- _Exercise directions_
Counting every line in the entries below where the word "position" occurs, report how many there are. Give only that number.

- _The records_
================
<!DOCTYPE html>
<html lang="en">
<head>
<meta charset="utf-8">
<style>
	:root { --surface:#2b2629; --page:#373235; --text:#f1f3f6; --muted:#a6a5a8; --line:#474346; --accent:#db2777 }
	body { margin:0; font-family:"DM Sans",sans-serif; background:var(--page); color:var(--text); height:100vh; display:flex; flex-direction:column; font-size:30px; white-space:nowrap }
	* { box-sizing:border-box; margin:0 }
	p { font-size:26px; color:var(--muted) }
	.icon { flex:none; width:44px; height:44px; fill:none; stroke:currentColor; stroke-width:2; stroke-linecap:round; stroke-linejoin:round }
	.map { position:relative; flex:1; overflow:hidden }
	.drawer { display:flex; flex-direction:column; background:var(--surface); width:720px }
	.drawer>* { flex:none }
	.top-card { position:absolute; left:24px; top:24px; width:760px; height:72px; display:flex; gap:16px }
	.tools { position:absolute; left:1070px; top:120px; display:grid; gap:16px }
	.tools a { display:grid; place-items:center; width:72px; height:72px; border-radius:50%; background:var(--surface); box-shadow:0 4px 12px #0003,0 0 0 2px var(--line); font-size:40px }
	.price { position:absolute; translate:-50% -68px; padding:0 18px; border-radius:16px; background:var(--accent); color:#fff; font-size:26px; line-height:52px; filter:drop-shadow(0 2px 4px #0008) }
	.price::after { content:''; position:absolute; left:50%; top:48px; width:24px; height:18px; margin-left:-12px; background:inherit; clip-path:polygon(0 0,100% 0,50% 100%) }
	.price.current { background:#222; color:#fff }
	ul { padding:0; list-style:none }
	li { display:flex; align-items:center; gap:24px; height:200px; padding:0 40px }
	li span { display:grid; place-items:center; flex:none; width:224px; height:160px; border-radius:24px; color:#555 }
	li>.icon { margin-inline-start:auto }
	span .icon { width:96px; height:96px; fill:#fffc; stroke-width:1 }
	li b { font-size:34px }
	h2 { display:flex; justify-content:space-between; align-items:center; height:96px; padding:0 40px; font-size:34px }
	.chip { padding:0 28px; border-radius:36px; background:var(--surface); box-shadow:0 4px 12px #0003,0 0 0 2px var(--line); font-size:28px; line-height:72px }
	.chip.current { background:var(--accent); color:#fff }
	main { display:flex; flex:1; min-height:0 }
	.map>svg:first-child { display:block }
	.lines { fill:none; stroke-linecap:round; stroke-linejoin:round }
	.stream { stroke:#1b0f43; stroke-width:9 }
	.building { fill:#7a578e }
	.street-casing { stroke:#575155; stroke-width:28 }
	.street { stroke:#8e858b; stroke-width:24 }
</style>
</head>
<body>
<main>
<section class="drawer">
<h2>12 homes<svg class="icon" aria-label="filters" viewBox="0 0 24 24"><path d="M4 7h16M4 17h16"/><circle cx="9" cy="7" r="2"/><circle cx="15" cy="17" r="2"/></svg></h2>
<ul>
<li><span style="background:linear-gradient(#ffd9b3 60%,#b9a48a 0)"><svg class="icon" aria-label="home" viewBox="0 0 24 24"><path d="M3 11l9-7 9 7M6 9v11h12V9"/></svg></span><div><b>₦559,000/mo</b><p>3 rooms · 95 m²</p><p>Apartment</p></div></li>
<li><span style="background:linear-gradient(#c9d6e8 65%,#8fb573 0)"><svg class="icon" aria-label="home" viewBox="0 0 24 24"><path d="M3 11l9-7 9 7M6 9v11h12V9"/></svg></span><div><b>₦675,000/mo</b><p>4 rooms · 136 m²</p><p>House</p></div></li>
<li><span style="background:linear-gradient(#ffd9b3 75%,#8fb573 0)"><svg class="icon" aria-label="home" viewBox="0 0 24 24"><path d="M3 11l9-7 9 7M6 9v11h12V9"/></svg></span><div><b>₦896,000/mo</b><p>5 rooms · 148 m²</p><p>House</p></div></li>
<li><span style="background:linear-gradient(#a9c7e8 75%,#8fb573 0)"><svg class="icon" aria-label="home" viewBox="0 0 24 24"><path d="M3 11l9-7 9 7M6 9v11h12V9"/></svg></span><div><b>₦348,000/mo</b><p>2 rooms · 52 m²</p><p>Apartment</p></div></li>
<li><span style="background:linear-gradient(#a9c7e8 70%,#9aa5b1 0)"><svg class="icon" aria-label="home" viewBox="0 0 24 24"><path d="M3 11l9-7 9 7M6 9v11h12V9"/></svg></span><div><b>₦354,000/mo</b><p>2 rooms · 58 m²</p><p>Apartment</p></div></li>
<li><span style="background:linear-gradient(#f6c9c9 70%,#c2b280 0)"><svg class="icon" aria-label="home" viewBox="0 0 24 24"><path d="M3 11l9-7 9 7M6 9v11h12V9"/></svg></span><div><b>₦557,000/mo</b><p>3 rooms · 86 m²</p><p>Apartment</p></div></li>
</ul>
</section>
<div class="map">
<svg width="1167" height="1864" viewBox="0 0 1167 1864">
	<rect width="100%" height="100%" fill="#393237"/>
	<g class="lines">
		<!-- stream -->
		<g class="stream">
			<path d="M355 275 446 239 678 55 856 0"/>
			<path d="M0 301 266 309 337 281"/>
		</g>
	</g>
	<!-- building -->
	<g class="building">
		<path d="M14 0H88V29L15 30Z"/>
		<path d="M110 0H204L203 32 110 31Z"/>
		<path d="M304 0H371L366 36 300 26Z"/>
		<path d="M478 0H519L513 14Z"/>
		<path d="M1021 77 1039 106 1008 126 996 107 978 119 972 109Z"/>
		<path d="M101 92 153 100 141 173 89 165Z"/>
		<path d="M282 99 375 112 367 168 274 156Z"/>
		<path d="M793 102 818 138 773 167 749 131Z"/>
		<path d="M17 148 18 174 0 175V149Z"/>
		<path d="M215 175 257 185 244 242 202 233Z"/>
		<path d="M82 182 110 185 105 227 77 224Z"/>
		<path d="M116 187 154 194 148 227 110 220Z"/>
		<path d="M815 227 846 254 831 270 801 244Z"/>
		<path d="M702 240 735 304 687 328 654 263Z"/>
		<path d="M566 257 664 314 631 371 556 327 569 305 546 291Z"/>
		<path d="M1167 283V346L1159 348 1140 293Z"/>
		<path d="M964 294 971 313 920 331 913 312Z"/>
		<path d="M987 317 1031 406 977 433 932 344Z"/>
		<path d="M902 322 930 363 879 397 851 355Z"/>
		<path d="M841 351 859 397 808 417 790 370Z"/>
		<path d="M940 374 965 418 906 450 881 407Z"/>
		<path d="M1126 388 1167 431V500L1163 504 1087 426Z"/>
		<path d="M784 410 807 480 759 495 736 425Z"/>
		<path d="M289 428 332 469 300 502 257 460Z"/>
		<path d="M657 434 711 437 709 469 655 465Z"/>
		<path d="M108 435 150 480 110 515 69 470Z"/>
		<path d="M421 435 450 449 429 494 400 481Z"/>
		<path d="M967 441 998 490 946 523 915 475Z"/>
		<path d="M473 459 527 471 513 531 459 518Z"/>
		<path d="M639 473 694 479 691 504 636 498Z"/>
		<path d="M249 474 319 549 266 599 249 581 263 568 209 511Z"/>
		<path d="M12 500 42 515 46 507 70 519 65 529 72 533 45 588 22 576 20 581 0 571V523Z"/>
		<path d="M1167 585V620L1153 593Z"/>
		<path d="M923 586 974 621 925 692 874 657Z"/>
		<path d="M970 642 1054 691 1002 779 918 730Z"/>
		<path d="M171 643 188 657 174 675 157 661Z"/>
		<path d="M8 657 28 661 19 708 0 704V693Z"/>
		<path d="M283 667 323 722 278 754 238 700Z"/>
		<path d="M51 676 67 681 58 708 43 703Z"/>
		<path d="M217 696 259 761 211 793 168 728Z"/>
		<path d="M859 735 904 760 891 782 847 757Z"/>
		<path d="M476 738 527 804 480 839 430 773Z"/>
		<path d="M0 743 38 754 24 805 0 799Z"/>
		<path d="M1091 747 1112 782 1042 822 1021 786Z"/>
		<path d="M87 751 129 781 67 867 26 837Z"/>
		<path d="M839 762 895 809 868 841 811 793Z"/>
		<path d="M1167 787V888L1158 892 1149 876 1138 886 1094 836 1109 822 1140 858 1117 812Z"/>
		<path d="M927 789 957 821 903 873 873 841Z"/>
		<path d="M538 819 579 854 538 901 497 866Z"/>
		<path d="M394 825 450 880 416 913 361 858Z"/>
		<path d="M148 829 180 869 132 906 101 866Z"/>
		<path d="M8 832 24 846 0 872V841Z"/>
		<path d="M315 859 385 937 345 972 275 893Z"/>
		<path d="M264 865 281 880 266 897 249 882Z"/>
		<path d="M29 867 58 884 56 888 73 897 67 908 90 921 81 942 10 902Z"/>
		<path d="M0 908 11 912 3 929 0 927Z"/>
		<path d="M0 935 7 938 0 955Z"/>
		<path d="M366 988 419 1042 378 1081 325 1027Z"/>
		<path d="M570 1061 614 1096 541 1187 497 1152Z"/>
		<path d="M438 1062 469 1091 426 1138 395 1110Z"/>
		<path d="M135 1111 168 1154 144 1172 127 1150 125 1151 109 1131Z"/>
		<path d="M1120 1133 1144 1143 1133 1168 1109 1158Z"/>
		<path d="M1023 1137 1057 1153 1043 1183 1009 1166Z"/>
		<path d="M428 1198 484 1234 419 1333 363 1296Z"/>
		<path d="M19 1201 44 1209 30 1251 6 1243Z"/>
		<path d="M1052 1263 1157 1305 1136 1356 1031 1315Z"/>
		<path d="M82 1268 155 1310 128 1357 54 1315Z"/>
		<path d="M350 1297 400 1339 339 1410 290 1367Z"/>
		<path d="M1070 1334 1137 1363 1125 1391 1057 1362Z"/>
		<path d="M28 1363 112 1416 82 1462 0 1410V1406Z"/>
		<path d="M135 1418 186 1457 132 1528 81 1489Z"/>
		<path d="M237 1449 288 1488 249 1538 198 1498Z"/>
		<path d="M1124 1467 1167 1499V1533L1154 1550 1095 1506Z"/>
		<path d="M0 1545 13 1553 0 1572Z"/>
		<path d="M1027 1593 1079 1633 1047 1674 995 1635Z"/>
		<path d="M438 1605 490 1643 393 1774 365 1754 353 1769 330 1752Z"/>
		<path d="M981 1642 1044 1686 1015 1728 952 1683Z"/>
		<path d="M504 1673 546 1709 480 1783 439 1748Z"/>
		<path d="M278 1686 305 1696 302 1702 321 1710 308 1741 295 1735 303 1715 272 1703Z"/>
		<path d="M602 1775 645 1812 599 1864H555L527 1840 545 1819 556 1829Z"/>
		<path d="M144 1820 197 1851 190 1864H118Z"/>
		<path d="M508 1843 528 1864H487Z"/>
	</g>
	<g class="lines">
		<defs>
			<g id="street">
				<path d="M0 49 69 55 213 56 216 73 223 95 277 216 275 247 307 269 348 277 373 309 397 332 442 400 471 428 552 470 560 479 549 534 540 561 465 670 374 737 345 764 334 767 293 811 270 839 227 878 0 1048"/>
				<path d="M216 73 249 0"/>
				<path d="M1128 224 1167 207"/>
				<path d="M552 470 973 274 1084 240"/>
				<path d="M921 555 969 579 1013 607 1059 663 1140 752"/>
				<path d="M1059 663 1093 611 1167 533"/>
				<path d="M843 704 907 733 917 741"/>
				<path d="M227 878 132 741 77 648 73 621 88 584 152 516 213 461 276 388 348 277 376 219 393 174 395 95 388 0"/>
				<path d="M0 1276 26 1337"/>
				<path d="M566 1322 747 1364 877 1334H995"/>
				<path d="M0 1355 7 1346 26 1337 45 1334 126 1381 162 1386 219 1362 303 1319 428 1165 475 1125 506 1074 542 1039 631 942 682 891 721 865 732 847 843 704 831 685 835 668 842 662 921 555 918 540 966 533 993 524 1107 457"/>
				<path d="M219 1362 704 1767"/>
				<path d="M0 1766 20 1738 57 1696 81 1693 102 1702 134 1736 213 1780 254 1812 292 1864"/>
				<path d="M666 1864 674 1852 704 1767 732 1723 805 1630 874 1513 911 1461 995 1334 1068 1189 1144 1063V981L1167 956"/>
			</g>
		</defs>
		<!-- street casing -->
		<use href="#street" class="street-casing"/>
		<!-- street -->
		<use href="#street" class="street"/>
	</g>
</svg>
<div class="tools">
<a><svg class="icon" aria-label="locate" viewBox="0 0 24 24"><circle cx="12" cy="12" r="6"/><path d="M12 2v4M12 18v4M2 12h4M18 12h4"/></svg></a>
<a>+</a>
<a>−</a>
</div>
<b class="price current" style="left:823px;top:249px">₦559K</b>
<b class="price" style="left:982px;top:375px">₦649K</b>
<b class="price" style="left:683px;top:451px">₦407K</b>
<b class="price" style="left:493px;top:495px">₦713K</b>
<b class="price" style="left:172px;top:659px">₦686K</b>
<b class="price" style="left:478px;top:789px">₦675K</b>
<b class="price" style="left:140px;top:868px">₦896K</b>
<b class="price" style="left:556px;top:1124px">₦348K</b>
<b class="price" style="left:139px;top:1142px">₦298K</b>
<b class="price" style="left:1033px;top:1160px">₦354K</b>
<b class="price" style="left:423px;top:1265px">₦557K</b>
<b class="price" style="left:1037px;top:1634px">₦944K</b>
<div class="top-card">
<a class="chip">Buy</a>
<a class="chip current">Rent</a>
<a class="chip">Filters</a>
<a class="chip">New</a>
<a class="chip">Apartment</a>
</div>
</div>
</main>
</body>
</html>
================
- _Result for this task_
5